When we last left off, I was peering into the -80 freezer at the hundreds of stool samples I would need to analyze. In reality, a lot of experimental design work came on this project before I ever opened up the freezer!
Designing a good experiment was one of the most important things I learned in grad school. Science is already hard enough – you need to set yourself up for success from the beginning by designing a good experiment, whether it’s wet lab or computational. I like to think about what success in this project would look like, and work backwards from success to understand the data I need to collect.
To convincingly prove that a bacterium had transmitted from the microbiome of one patient to the microbiome of another, I needed the following pieces of evidence:
- At a given point in time, the bacterial genome was present in the microbiome of the source patient and undetectable in the microbiome of the recipient.
- At a future point in time, the bacterial genome was present in the microbiome of the recipient patient, and ideally persisted for multiple future time points.
Through Stanford Hospital, I also had access to a dataset of each patient’s room history. From this, I could find when two patients were roommates. Mapping the overlapping intervals, combined with the list of samples biobanked from each patient, was a challenging data science problem. It took me about a month of work to design an experiment that would give me the best chance of observing patient-patient microbiome transmission, if it was happening.

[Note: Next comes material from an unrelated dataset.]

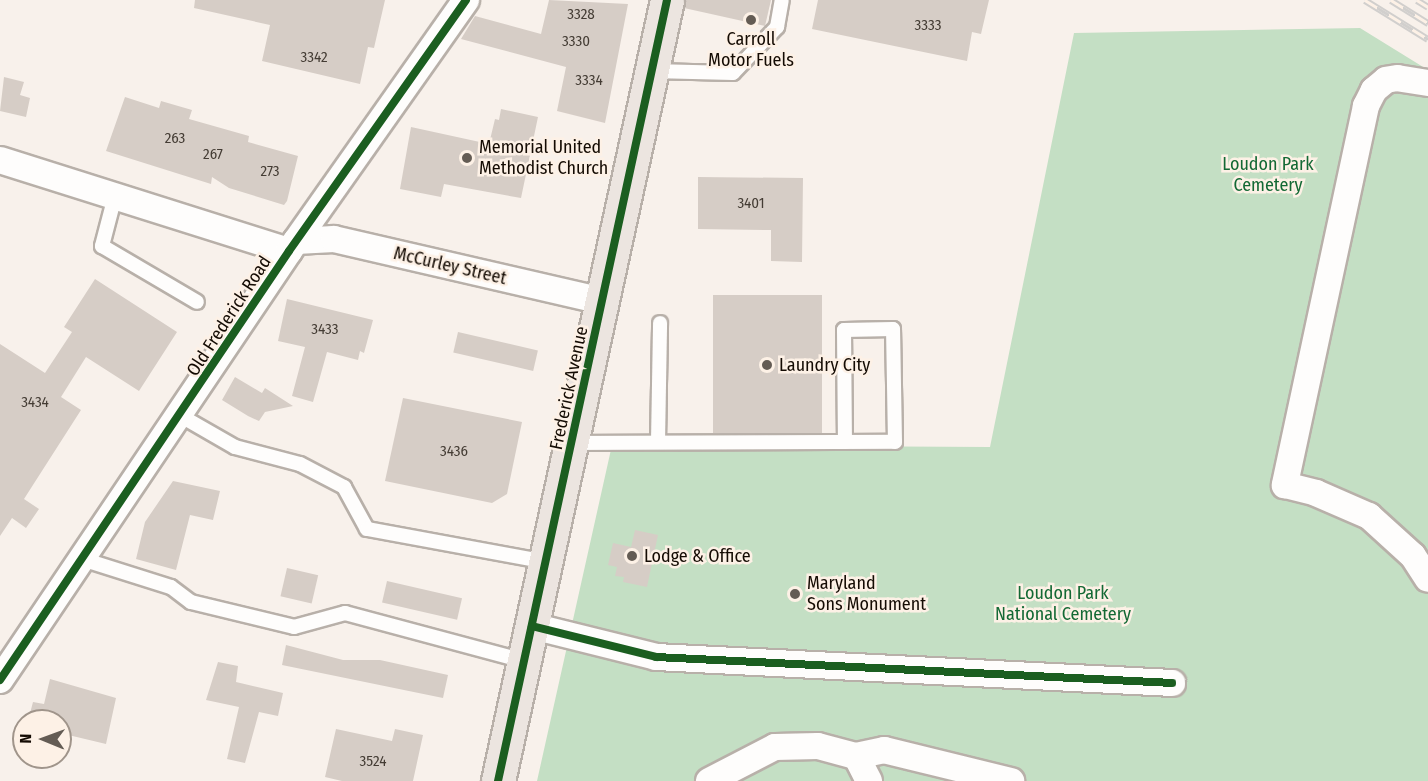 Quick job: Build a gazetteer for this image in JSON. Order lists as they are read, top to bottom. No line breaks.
{"streets":{"main road":["Frederick Avenue"],"street":["McCurley Street","Old Frederick Road"]},"crossings":[["McCurley Street","Old Frederick Road"],["McCurley Street","Frederick Avenue"]],"parks":["Loudon Park Cemetery","Loudon Park National Cemetery"],"places":["Carroll Motor Fuels","Memorial United Methodist Church","Laundry City","Lodge & Office","Maryland Sons Monument"],"house_numbers":["3328","3333","3330","3342","3334","263","267","273","3401","3433","3434","3436","3524"],"north":"left"}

The wet lab work for this project was long and monotonous. You can read about it in the methods section of the paper, but we did DNA extraction and 10X Genomics linked read sequencing on all of the new samples.
When the new data came back, it was time to get cracking! The processing pipeline and data analysis I had planned would take too long to run on Stanford’s HPC cluster, so I turned to Google Cloud to get everything done with quick parallelization. The process of getting our workflows to run at scale in the cloud was certainly a learning experience, and I wrote a blog post about the effort (two years ago).
After assembling bacterial genomes from hundreds of microbiome samples, comparing strain-level populations with inStrain, and generating massive matrices comparing all sets of genomes in my samples, the true data analysis began. A few key lessons from the data analysis and writing experience have stuck with me, and the challenges made me a better scientist.
- Scrutinize your results! When I initially looked for identical bacterial genomes in samples from different patients, I found many “transmission events” that were simply the results of barcode swapping (when samples sequenced on an Illumina machine at the same time experience a small degree of contamination). I was prepared for this outcome, and developed a method to quantify when identical genomes were likely the result of barcode swapping in the linked read data.
- Carefully evaluate negative findings. After eliminating all the likely false positive results, I found very few identical genomes between patients, especially antibiotic resistant pathogens. At first, this was an upsetting result. I was really hoping to find lots of transmission between patients who were roommates! However, the lack of pathogen transmission findings allowed me to focus on the potentially more interesting cases of commensal bacteria transmitted between patients. The “negative” finding here turned out to make a more interesting story.